Send Logs Using the OpenTelemetry Collector

This guide details how to send logs to Honeycomb using the OpenTelemetry Collector.

Using the OpenTelemetry Collector as a Logging Agent 

The OpenTelemetry Collector supports a wide variety of logs sources and formats, and can be used as a drop-in replacement for many logging agents. It works by configuring a logs source, structuring all logs collected, optionally transforming the logs to add/remove/update any fields, and then sending the logs to Honeycomb.

The OpenTelemetry Collector translates any log it collects into the OpenTelemetry Log format, which is a structured log that wraps the bodies of existing logs and optionally correlates them with traces.
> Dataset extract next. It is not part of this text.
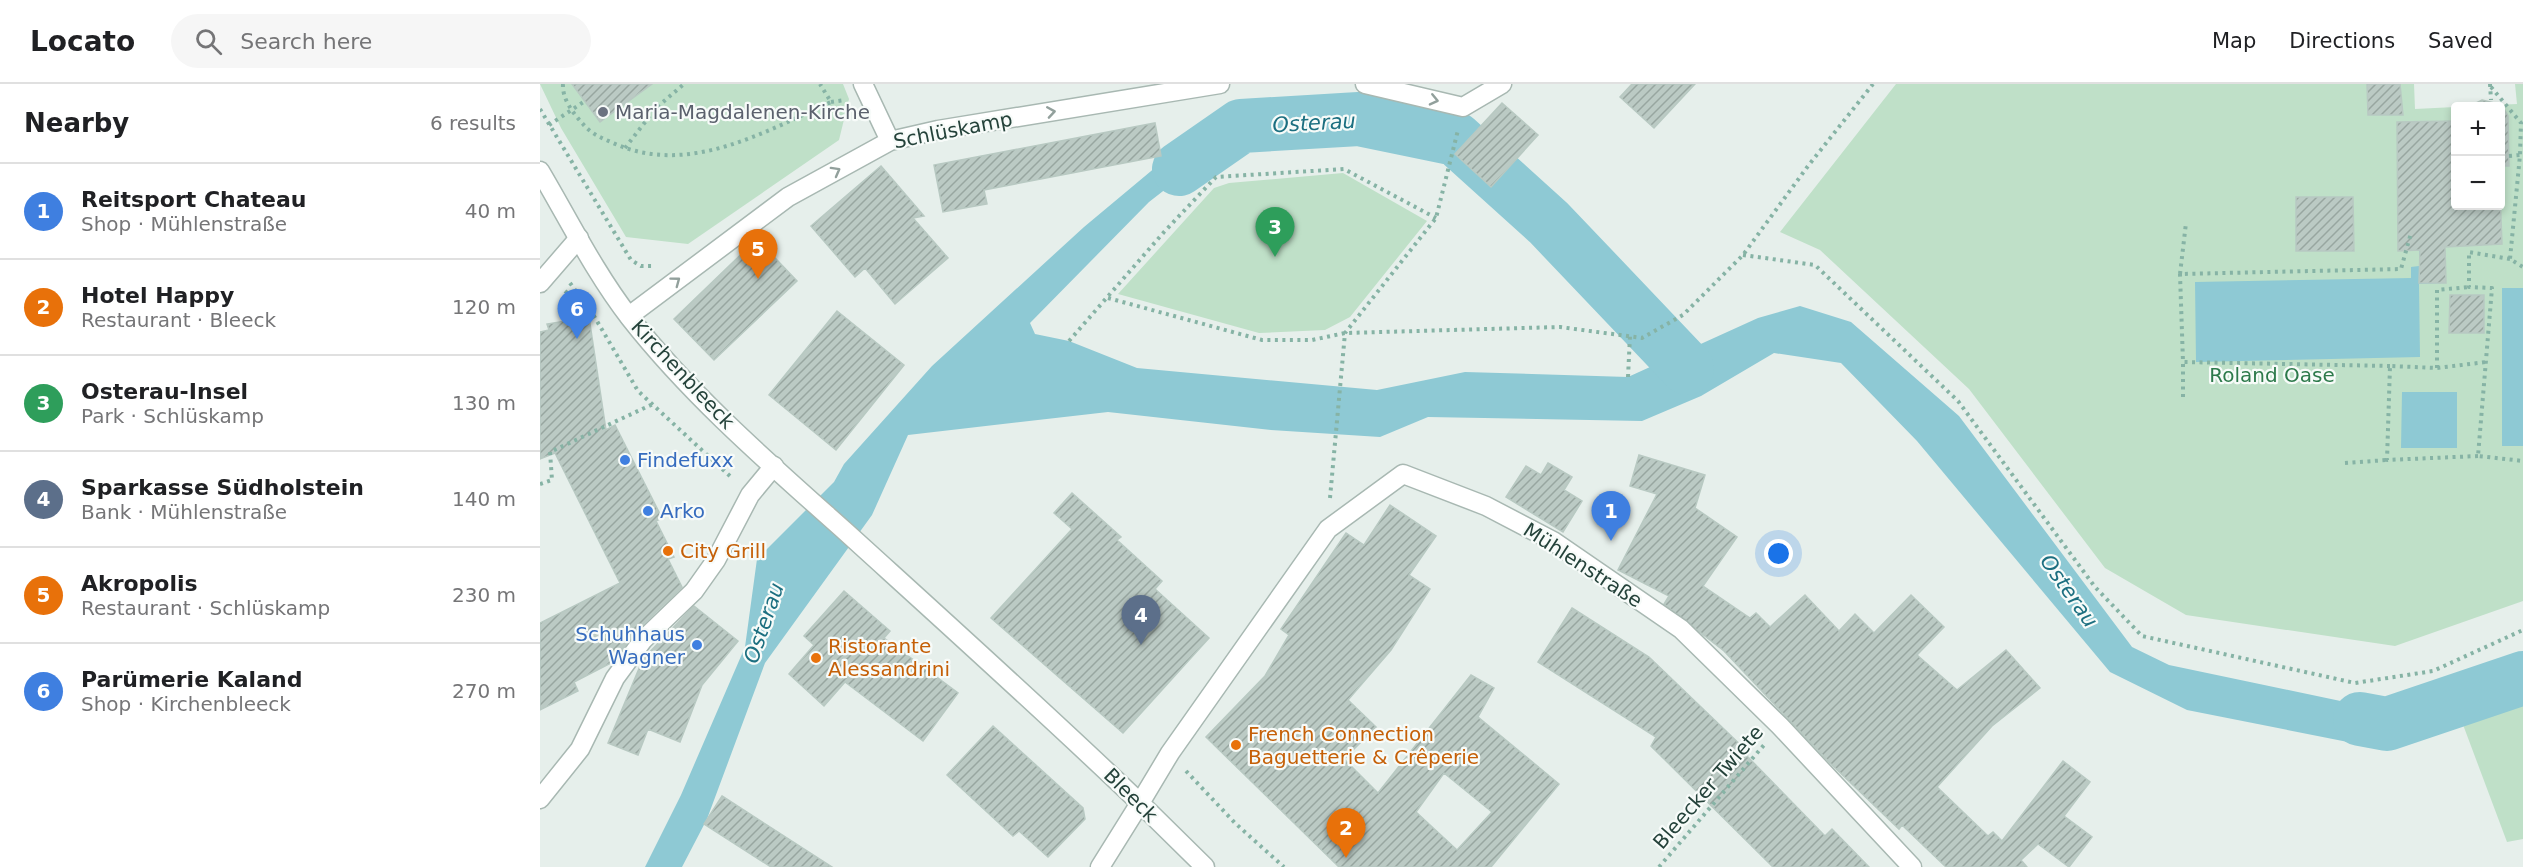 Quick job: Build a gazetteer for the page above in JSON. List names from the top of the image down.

Having logs in the OpenTelemetry Logs format enables you to centrally process log data along with traces and metrics within the OpenTelemetry Collector.

Use a Receiver to Collect Logs 

The OpenTelemetry Collector supports a large number of receivers that can be used to collect logs from a variety of sources.

Setup 

  1. Make sure you’re using the Collector Contrib distribution of the OpenTelemetry Collector, which contains contributions that are not part of the core repository and core distribution of the OpenTelemetry Collector.
  2. Prepare your collector configuration file by adding the following boilerplate:
receivers:
  # Add your receiver here
  # ...

processors:
  batch:
  # Add any additional processors here
  # ...

exporters:
  otlp/logs:
    endpoint: "api.honeycomb.io:443"
    headers:
      "x-honeycomb-team": "YOUR_API_KEY"
      "x-honeycomb-dataset": "YOUR_LOGS_DATASET_NAME"

service:
  pipelines:
    logs:
      receivers: [receiver1,receiver2,etc]
      processors: [batch]
      exporters: [otlp/logs]
Note
If you are sending OTLP logs from a service with a service.name defined, then the dataset for those logs will be the name of the service, and the x-honeycomb-dataset header will not be used.
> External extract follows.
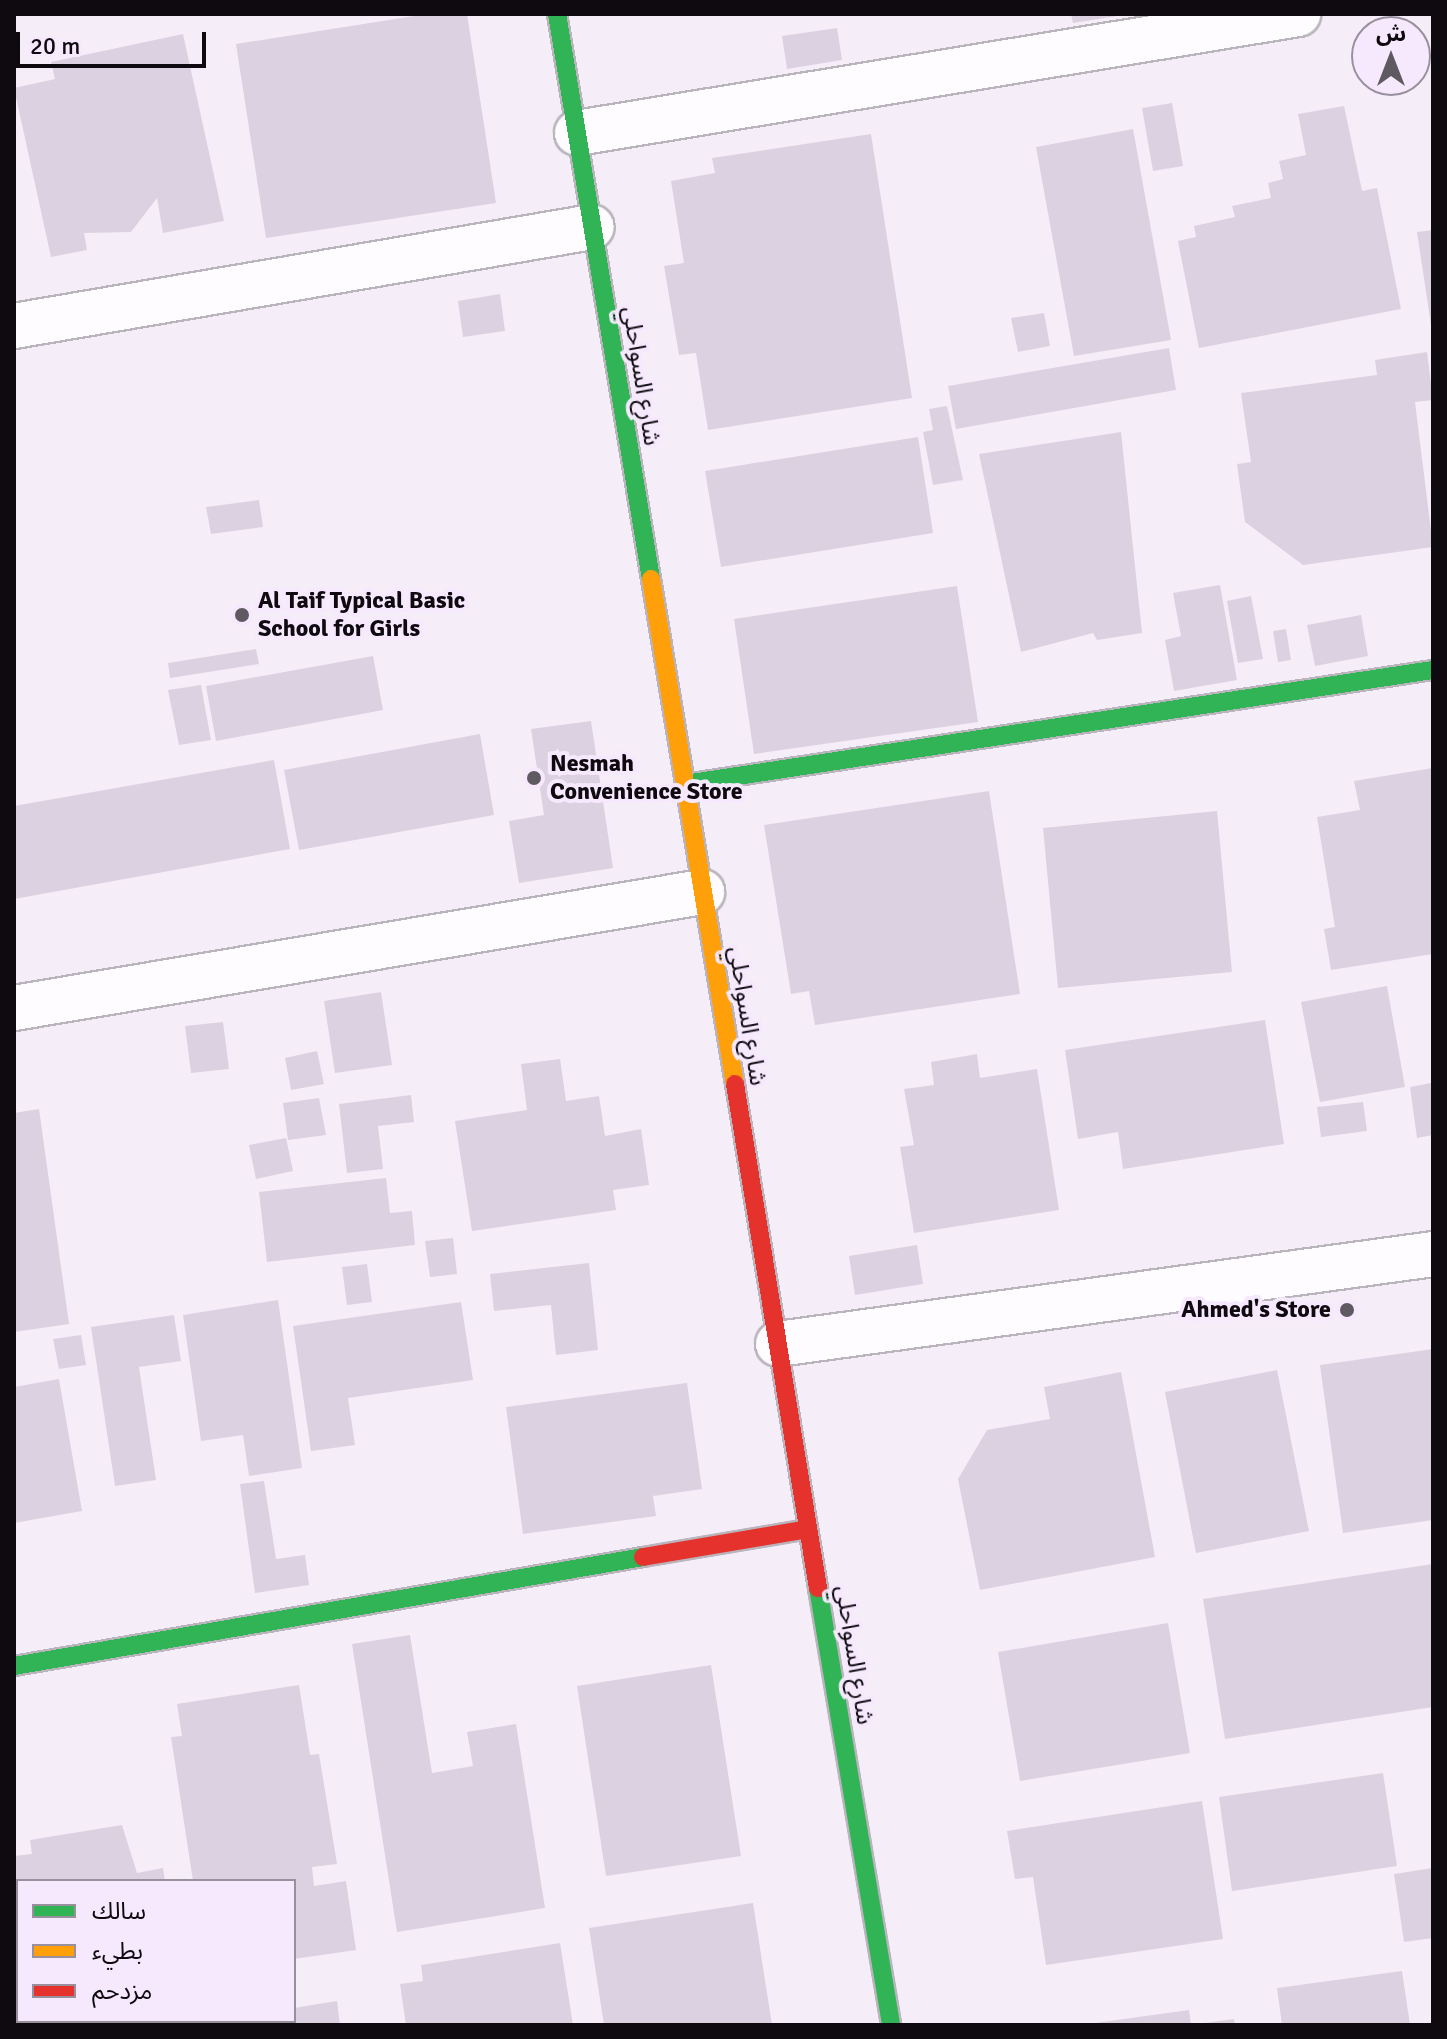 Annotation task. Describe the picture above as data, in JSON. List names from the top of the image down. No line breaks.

Collect any Log with the Filelog Receiver 

The Filelog Receiver supports reading and parsing any arbitrary log written to a file on a server.

The Filelog Receiver is the most flexible receiver, but depending on the shape of your logs, it may require additional configuration to parse your logs correctly.

For example, here is a configuration that reads an NGINX access log and parses it into a structured log:

receivers:
  filelog:
    include: ["/var/log/nginx/access.log"]
    operators:
      - type: "regex_parser"
        regex: "(?P<remote>[^ ]*) - - \\[(?P<time>[^\\]]*)\\] \"(?P<method>\\S+)(?: +(?P<path>[^ ]*) +\\S*)?\" (?P<status>\\d+) (?P<size>\\d+) \"(?P<referer>[^\"]*)\" \"(?P<agent>[^\"]*)\""
        timestamp:
          parse_from: attributes.time
          layout: "%d/%b/%Y:%H:%M:%S %z"

Here’s a configuration that reads a JSON log:

receivers:
  filelog:
    include: [ /var/log/myservice/*.json ]
    operators:
      - type: json_parser
        timestamp:
          parse_from: attributes.time
          layout: '%Y-%m-%d %H:%M:%S'

In Depth File Log Receiver Example 

Sometimes, logs contain mixed structured and unstructured information, such as an informational log that contains a JSON object inside of it. To parse these, you need to parse each piece of the log into a specific element, and also know how to handle the structured information.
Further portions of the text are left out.